## Collected data
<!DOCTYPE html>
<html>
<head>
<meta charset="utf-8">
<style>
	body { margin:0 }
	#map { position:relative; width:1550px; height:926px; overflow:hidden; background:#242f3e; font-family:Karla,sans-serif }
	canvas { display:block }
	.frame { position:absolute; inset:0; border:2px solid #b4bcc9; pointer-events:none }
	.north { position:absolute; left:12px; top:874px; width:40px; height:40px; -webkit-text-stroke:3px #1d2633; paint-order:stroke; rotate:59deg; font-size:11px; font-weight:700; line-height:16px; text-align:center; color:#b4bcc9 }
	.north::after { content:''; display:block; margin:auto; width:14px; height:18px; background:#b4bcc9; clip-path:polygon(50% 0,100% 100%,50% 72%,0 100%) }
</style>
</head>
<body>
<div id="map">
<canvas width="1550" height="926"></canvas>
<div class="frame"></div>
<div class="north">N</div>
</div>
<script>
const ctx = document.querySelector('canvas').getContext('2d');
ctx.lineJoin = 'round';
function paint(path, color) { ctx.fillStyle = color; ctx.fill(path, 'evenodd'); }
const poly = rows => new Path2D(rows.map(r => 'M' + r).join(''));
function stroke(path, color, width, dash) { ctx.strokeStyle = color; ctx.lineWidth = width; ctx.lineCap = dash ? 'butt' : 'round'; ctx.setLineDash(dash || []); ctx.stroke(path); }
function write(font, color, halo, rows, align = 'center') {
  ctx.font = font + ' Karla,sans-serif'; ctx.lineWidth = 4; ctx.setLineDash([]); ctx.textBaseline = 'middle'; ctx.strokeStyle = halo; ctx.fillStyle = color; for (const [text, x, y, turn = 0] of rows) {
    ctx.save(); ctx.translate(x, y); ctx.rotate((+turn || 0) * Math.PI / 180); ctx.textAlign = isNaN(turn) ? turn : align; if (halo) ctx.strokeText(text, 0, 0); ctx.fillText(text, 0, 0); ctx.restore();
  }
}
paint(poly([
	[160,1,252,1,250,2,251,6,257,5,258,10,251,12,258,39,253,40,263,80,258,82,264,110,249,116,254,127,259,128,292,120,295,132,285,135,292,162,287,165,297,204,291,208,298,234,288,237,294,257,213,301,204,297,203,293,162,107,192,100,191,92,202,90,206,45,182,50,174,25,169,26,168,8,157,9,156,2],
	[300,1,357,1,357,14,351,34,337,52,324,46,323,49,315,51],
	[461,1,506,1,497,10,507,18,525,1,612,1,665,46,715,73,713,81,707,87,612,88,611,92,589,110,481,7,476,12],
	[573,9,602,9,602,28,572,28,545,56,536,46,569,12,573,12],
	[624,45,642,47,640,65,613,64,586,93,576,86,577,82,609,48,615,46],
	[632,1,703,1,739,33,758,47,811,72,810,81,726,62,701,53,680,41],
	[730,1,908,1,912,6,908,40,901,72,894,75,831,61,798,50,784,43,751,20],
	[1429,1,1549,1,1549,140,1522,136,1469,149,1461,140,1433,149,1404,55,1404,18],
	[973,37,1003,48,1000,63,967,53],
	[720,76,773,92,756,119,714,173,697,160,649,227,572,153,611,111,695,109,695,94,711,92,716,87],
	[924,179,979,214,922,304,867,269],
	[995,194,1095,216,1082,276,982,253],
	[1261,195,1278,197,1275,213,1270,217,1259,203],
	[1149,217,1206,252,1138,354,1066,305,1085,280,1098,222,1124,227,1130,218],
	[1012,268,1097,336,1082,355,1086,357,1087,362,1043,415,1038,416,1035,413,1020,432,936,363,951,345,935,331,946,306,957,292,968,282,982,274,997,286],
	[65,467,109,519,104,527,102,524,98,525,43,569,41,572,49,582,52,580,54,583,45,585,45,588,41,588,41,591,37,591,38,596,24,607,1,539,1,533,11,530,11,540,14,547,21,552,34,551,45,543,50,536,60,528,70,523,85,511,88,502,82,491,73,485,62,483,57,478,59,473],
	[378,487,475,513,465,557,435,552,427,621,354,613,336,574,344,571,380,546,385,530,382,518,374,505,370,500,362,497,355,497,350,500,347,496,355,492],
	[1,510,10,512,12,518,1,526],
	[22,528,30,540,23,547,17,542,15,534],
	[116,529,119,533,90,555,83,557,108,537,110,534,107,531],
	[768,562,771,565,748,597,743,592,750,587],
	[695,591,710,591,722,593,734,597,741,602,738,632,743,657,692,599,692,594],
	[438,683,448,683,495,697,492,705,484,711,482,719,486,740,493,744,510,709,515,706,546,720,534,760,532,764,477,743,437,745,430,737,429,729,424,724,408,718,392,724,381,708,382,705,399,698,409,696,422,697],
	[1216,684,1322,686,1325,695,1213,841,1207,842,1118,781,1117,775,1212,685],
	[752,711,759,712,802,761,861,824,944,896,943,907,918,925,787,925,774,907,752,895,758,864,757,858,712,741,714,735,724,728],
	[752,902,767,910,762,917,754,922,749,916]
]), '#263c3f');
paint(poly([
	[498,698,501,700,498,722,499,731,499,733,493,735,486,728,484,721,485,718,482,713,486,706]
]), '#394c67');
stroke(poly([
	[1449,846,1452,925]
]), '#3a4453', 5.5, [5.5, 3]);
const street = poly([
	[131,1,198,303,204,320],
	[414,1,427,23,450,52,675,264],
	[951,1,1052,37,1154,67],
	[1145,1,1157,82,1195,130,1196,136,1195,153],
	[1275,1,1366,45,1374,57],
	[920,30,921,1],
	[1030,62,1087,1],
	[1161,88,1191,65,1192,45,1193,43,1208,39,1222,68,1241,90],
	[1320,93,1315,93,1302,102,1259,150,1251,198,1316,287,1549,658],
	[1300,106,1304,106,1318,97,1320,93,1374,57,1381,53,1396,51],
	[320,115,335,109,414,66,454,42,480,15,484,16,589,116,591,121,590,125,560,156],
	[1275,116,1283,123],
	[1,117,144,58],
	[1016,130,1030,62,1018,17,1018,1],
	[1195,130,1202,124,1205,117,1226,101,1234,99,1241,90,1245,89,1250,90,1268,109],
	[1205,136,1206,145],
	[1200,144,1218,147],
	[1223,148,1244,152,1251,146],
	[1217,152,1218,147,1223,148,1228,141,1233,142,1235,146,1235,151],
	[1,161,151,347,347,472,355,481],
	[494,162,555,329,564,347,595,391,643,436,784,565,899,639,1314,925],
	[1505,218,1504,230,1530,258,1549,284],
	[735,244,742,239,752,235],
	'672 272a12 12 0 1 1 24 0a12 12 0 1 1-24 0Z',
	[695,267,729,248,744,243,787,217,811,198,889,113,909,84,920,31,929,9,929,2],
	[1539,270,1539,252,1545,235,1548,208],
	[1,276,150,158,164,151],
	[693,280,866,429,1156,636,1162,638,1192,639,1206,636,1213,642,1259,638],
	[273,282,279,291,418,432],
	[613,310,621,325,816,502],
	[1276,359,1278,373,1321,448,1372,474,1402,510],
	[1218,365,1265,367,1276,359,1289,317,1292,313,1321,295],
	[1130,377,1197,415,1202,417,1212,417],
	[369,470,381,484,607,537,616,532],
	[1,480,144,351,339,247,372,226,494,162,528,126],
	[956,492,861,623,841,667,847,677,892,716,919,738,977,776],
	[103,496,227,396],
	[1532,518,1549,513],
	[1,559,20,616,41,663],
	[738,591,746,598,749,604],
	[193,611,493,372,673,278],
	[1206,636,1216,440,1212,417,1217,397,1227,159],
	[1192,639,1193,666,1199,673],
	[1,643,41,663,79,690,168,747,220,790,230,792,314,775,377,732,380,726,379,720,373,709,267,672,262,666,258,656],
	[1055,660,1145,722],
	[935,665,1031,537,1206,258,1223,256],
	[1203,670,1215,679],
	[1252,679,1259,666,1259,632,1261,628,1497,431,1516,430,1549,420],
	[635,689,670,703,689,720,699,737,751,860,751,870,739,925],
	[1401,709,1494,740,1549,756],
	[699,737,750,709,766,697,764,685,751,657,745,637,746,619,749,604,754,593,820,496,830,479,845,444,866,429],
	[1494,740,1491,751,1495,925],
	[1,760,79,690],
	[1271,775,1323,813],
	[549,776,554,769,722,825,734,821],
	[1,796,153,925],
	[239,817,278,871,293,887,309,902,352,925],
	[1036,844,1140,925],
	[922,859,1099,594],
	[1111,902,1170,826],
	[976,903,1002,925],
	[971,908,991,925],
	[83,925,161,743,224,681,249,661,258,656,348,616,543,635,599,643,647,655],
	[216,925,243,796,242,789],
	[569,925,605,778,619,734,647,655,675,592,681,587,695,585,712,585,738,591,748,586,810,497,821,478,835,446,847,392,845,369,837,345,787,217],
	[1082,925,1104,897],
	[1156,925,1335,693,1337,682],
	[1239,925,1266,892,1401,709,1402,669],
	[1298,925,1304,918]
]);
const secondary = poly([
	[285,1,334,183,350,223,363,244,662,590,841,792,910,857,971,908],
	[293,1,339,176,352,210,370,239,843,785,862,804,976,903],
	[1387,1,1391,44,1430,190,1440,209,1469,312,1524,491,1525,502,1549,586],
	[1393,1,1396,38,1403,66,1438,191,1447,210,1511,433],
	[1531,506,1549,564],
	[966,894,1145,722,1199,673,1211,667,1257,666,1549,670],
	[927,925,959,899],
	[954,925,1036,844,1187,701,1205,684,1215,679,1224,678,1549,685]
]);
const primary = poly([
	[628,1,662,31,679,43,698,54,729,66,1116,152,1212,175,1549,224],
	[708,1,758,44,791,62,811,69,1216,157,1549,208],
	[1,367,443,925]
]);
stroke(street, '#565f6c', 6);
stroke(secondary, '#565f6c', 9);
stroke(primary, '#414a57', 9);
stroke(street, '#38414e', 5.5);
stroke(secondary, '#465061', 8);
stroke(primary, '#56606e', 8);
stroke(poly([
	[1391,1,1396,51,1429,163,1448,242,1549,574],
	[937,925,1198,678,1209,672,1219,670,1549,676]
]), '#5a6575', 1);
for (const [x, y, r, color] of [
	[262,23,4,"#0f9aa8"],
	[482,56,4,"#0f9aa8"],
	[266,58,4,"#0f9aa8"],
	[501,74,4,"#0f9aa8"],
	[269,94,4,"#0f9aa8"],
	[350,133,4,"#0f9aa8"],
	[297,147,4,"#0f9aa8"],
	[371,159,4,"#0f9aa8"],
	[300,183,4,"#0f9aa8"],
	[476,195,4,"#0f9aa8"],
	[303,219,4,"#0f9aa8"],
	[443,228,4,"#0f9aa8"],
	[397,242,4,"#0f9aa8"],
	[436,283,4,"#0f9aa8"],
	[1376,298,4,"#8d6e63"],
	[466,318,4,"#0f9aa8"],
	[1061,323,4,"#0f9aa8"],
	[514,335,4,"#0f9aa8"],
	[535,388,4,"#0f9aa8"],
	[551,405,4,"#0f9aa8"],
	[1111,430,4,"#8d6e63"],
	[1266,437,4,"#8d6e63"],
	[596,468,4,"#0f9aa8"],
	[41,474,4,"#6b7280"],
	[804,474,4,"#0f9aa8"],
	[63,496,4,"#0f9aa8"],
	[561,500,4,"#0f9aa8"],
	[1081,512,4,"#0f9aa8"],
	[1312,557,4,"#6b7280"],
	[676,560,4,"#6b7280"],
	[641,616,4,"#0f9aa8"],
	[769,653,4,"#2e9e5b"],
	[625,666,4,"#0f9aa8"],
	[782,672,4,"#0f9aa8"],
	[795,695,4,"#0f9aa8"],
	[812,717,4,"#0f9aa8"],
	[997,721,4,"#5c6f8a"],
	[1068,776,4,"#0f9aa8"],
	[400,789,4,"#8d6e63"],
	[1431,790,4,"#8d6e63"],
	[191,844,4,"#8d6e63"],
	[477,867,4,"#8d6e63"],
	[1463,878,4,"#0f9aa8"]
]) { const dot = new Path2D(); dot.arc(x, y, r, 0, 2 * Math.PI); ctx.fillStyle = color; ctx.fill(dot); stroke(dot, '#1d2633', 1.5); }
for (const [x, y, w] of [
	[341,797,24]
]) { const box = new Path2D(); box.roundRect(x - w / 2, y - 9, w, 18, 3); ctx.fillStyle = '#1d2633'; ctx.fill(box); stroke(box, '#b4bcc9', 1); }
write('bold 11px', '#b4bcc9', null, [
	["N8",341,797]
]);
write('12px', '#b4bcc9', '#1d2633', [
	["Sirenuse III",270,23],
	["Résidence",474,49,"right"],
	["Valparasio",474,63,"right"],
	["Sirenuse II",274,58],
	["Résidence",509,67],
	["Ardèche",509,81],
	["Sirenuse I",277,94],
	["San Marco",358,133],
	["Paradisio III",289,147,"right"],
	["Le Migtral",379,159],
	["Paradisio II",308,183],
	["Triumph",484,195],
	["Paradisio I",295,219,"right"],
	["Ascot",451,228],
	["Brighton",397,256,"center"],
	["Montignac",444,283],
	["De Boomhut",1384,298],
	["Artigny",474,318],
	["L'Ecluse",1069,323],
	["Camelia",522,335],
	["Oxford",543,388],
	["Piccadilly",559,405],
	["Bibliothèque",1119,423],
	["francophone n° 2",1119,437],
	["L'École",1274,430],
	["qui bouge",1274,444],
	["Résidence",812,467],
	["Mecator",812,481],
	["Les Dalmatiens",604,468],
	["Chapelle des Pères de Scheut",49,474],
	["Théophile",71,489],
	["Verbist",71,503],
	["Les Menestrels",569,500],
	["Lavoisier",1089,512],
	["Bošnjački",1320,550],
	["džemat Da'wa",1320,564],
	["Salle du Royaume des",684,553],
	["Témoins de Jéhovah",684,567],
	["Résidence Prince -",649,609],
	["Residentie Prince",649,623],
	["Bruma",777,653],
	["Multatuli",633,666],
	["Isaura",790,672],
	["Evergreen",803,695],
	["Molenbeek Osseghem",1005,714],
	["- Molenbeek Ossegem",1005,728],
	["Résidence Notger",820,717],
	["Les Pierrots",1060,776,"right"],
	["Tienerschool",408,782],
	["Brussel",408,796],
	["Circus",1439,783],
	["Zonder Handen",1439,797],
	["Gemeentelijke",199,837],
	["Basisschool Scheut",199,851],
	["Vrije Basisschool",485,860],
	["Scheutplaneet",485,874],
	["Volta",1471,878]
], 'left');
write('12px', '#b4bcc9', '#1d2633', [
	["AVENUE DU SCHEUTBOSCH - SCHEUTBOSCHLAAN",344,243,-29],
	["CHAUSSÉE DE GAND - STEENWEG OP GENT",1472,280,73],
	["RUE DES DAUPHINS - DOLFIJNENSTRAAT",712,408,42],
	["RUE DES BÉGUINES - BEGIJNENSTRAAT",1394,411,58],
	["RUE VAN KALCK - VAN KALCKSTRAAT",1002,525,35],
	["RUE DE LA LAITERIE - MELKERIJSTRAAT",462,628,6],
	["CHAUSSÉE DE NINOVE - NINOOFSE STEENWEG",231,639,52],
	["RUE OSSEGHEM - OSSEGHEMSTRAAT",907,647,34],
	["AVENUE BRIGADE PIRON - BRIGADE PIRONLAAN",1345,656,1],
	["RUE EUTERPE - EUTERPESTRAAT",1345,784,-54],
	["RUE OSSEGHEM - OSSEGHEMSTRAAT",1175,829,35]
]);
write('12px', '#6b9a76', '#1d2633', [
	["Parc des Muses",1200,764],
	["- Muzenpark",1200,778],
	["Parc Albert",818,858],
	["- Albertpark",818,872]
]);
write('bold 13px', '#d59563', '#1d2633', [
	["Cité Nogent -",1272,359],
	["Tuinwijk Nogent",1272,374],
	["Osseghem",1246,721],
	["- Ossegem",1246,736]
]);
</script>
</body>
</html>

## Exercise requirements
Reprint the data above from the opening line to the line holding "function paint(path, color)", inclusive, and nothing else.

## Solved exercise
<!DOCTYPE html>
<html>
<head>
<meta charset="utf-8">
<style>
	body { margin:0 }
	#map { position:relative; width:1550px; height:926px; overflow:hidden; background:#242f3e; font-family:Karla,sans-serif }
	canvas { display:block }
	.frame { position:absolute; inset:0; border:2px solid #b4bcc9; pointer-events:none }
	.north { position:absolute; left:12px; top:874px; width:40px; height:40px; -webkit-text-stroke:3px #1d2633; paint-order:stroke; rotate:59deg; font-size:11px; font-weight:700; line-height:16px; text-align:center; color:#b4bcc9 }
	.north::after { content:''; display:block; margin:auto; width:14px; height:18px; background:#b4bcc9; clip-path:polygon(50% 0,100% 100%,50% 72%,0 100%) }
</style>
</head>
<body>
<div id="map">
<canvas width="1550" height="926"></canvas>
<div class="frame"></div>
<div class="north">N</div>
</div>
<script>
const ctx = document.querySelector('canvas').getContext('2d');
ctx.lineJoin = 'round';
function paint(path, color) { ctx.fillStyle = color; ctx.fill(path, 'evenodd'); }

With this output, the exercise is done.